Scientific information, however, is seldom presented in a manner that can be confidently used by communities. Dr Shivakumar of WMO presented an initiative called Global Framework for Climate Services (GFCS), which aims to strengthen the application of climate services at multiple levels. He highlighted the fact that even though there was agreement on the need to connect knowledge and world views of scientists and local communities, implementing this on the ground was a challenge. Acknowledging that much work still needs to be done, he proposed the idea of scaling up the discussions of the side event to an international workshop on traditional and scientific forecasting, and invited both UNESCO and IPACC to engage within the User Interface Platform of the GFCS. This synergy was further encouraged and supported by the African Centre of Meteorological Applications for Development (ACMAD), represented at the side-event by Cheikh Kane.
Johnson Cerda, Conservation International, highlighted the positive impact of effective dialogue between both the traditional knowledge holders and the scientists on adaptation policy, referring the panel to the principles outlined in the Cancun Adaptation Framework.
The presentations were followed by an open discussion. Participants debated the importance of documenting and acknowledging the crucial value of local and indigenous knowledge as a basis upon which critical livelihood decisions are made by communities, while stressing the need for the knowledge holders themselves to set the frame for how such documentation is carried out.

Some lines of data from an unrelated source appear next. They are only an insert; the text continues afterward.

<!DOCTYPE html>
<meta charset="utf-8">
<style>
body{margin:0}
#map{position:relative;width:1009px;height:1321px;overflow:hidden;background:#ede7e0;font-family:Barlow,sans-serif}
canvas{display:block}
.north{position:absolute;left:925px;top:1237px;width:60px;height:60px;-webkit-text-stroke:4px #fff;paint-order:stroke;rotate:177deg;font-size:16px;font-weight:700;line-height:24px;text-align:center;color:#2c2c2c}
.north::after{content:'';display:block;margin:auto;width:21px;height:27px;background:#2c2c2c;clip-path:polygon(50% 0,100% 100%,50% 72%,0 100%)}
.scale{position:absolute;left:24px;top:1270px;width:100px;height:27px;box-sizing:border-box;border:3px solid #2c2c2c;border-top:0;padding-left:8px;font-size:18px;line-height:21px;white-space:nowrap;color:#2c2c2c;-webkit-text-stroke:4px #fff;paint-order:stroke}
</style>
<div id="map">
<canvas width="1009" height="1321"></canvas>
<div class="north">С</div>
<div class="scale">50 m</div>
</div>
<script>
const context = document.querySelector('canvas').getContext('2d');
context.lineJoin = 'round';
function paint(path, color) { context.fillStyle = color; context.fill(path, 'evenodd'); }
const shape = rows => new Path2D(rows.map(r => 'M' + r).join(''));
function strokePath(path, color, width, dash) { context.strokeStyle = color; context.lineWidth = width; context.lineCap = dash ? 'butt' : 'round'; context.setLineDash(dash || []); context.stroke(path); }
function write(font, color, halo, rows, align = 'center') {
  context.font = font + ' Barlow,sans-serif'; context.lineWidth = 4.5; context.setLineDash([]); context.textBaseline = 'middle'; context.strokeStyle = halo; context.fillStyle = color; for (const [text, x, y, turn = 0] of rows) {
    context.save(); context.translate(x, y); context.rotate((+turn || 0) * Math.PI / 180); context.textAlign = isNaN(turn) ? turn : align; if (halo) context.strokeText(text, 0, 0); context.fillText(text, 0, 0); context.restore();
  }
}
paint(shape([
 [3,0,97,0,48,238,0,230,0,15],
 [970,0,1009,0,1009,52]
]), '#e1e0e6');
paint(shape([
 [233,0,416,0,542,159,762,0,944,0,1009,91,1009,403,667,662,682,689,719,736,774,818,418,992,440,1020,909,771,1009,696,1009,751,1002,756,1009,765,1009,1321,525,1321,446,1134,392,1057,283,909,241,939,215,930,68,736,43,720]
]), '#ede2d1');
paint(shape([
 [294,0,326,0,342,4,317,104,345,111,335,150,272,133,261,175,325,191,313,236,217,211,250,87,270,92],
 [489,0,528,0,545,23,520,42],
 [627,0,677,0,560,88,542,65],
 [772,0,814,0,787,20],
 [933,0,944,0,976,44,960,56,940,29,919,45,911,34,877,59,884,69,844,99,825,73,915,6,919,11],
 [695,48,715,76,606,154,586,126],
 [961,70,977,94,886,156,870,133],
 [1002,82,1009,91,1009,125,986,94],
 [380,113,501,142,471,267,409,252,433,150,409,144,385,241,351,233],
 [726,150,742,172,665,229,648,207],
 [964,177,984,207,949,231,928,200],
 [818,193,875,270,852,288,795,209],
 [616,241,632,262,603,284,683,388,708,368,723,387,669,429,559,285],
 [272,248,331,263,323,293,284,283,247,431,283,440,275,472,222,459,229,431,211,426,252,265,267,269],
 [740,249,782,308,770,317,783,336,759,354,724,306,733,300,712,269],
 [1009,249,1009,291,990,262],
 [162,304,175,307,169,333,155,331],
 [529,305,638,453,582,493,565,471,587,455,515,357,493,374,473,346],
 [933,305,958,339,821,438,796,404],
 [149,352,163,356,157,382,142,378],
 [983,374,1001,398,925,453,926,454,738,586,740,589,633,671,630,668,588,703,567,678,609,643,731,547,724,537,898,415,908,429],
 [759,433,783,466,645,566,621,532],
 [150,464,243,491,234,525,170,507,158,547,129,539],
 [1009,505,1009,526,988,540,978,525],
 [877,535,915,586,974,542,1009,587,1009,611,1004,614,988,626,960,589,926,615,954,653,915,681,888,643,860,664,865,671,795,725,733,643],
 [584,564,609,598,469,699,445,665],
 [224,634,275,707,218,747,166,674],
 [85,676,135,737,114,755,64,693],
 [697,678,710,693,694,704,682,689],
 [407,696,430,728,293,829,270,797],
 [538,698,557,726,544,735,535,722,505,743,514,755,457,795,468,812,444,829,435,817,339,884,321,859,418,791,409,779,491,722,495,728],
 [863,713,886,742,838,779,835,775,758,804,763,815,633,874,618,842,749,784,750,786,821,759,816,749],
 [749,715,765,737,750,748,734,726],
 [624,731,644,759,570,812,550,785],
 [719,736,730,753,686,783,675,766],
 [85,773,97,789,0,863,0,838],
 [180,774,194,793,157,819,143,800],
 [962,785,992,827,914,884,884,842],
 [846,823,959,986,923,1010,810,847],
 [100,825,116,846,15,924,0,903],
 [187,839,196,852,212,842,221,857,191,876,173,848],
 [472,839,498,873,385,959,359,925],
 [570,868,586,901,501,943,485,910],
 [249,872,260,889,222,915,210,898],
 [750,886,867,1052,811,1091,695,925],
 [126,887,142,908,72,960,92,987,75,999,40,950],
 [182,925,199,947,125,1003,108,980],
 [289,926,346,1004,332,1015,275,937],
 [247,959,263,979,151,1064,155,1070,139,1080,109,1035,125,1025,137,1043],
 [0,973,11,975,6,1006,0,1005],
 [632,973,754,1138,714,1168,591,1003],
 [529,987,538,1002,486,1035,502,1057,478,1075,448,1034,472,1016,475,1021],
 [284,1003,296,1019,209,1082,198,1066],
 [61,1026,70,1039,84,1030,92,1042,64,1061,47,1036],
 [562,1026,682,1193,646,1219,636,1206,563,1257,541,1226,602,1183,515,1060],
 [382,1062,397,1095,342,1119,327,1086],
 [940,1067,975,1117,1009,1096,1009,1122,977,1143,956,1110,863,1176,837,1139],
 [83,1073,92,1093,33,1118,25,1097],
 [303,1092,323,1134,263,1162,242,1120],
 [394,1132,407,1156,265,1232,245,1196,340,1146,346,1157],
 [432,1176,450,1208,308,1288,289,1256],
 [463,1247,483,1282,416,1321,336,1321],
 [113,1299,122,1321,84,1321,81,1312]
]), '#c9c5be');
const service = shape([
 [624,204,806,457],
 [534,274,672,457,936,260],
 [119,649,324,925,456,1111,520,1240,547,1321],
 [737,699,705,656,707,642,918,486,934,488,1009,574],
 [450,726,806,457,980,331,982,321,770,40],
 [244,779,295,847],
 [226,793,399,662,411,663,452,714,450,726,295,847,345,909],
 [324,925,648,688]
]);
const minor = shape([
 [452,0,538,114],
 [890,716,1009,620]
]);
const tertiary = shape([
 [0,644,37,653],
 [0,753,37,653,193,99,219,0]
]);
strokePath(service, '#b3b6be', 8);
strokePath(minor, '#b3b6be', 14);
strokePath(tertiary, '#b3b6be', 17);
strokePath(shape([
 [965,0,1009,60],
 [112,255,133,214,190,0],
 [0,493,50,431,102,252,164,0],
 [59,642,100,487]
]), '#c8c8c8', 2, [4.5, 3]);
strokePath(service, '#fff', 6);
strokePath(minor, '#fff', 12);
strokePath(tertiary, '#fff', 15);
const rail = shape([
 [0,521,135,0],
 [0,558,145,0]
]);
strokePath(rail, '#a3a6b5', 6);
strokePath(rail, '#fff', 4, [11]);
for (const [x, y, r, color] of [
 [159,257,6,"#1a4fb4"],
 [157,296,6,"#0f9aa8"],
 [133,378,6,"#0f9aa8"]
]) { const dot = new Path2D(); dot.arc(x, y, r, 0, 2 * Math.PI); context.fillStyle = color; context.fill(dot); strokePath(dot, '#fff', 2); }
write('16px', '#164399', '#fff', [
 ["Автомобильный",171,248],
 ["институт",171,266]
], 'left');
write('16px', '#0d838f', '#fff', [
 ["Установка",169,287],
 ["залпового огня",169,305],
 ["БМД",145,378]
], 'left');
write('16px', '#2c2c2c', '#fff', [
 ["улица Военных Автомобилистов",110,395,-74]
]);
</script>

Organized by IPACC and UNESCO, the side event also saw the launch of a joint initiative between IPACC, UNESCO, ACMAD, WMO and CI. Following the panel presentations, a representative of the government of Chad, Mr Moussa Tchitchaou, Director of Water Resources and Meteorology in the Ministry of Water and Focal Point for the UNFCCC, formally announced a workshop that would be held in Ndjamena, 5-7 September 2011. The workshop would bring together a larger group of pastoralists and meteorologists representing several African countries to further expand discussions of the themes raised during the side event.